Write-up: User-After-Free by MalwareTech

This time I decided to attempt something different from usual: user-after-free is a challenge based on heap exploitation created by MalwareTech. After all, knowing a bit of binary exploitation is useful for malware analysis.

Overview of the challenge

The vulnerable 32-bit executable is a simple server that registers clients and lets them broadcast messages. It accepts the following commands:

  • SETNAME: set the name of the current client
  • GETNAME: get the name of the current client
  • SENDMSG: broadcast a message to all clients
  • ISADMIN: returns a boolean indicating if the current client is an admin
  • GETFLAG: get the first flag (only available to admins)

At startup, the server registers an admin client, while all new clients are created as non-admin. A maximum of 64 clients can be connected at the same time.

The main class: ChatClient

The class representing a connected client contains 5 attributes:

  • Connected socket
  • Client ID
  • Admin flag
  • Size of name
  • Pointer to name (stored in the heap)

Each instance of ChatClient in memory has a reference to the class virtual table followed with these attributes, so its structure looks like this:

struct ChatClient {
    VOID** Vtable;      // 0x0
    DWORD  Socket;      // 0x4  
    DWORD  ClientId;    // 0x8
    DWORD  IsAdmin;     // 0xc
    DWORD  NameSize;    // 0x10
    CHAR*  ClientName;  // 0x14
}

The total size is 0x18 (24) bytes.

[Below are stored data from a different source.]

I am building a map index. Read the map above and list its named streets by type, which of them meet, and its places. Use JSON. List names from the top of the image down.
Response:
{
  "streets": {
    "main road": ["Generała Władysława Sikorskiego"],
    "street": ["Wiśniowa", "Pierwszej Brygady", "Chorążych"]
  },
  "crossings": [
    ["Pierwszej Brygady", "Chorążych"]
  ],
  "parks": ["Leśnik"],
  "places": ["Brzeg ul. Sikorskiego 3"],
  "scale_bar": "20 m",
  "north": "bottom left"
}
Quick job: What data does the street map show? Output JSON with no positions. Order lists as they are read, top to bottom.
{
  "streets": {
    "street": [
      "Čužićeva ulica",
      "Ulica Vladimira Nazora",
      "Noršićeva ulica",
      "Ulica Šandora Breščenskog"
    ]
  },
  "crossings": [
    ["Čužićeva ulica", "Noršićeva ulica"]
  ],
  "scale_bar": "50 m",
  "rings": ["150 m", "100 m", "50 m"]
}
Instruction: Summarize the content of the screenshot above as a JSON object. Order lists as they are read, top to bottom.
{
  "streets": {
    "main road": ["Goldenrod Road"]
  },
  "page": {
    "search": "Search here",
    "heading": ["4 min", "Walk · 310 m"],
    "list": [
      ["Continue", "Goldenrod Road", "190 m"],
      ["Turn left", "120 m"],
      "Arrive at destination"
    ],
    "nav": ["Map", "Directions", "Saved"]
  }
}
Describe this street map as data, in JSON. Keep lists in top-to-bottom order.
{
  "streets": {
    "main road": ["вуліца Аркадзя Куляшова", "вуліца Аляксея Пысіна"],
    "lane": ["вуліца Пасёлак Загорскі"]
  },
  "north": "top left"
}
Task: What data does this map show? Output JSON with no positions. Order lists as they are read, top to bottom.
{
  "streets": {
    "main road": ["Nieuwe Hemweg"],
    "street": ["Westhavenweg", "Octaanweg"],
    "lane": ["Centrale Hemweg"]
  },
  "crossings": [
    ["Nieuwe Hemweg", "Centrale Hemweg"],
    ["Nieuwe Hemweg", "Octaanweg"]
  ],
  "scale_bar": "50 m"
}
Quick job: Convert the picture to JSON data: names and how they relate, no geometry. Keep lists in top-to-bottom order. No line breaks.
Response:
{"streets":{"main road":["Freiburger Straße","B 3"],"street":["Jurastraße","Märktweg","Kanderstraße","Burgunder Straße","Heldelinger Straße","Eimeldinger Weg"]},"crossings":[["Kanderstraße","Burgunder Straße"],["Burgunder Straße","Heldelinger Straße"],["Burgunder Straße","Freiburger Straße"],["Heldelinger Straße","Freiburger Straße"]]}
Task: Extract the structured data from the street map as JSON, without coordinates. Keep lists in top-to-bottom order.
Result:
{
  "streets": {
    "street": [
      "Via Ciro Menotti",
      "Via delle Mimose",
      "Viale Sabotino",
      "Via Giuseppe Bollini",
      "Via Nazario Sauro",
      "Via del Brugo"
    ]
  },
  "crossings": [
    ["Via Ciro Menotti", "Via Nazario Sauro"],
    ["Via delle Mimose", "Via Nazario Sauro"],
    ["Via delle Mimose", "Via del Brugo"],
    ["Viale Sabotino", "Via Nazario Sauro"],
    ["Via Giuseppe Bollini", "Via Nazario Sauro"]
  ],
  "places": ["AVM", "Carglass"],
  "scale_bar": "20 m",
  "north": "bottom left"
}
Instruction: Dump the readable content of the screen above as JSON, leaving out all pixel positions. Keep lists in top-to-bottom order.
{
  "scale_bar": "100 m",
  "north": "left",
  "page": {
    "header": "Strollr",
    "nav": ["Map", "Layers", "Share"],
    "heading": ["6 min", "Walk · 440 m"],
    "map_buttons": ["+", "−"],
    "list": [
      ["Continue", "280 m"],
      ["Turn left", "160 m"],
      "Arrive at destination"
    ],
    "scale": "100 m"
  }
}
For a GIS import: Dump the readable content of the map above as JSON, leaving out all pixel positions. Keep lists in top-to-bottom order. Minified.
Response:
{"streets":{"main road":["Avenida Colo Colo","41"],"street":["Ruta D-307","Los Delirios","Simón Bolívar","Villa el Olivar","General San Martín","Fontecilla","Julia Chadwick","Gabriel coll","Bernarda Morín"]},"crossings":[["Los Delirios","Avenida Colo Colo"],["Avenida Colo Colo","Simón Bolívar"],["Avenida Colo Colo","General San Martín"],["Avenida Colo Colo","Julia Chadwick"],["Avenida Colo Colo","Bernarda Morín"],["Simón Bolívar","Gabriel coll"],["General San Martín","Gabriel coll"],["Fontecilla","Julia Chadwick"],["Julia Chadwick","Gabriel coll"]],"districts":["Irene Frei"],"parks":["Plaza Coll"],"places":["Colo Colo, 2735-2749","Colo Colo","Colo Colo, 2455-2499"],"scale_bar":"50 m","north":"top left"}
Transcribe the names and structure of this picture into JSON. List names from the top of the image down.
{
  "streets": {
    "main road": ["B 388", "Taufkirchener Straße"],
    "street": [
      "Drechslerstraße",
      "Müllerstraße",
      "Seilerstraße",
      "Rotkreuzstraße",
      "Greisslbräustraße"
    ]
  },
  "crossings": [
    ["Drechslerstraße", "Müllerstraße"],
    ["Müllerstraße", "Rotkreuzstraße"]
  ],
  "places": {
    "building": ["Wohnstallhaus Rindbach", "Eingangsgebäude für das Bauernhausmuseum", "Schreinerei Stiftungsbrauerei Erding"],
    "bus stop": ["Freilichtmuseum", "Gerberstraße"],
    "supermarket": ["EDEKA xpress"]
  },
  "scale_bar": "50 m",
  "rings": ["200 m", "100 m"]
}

To find the vulnerability a good starting point is where we provide some input, specifically the two methods ChatClient::SetName and ChatClient::SendMsg.
Let us take a look at the first one. It receives two parameters, a pointer to the new name and its size, plus the object itself in ecx (__this calling convention). If ClientName is not NULL and NameSize is different from the new size the old buffer is freed. A call to isValidUserLength makes sure that the new size is at most 0x40 bytes. If the old buffer was freed a new one is allocated and the new name is written in it, otherwise the new name overwrites the old one inside the same buffer.
What happens if the size of the new name is different from the previous and it is greater than 0x40? The old buffer is freed, but isValidUserLength returns FALSE, therefore ChatClient::SetName exits directly after sending an error message to the client. In this state ClientName still points to the now-free block and NameSize has still the same old value. If now we use the GETNAME command we read some free memory. If instead, we use SETNAME with a name that has the same size as the old NameSize, we write in that free memory. We have found our use-after-free vulnerability.

VM directory

Low Fragmentation Heap

To turn the vulnerability into an exploit we need to know how the OS manages the heap. Starting from Windows 7, Microsoft added an optimization mechanism called Low Fragmentation Heap (LFH), which is used for low-size allocations (up to 0x4000 bytes). The LFH is described in great detail in this research.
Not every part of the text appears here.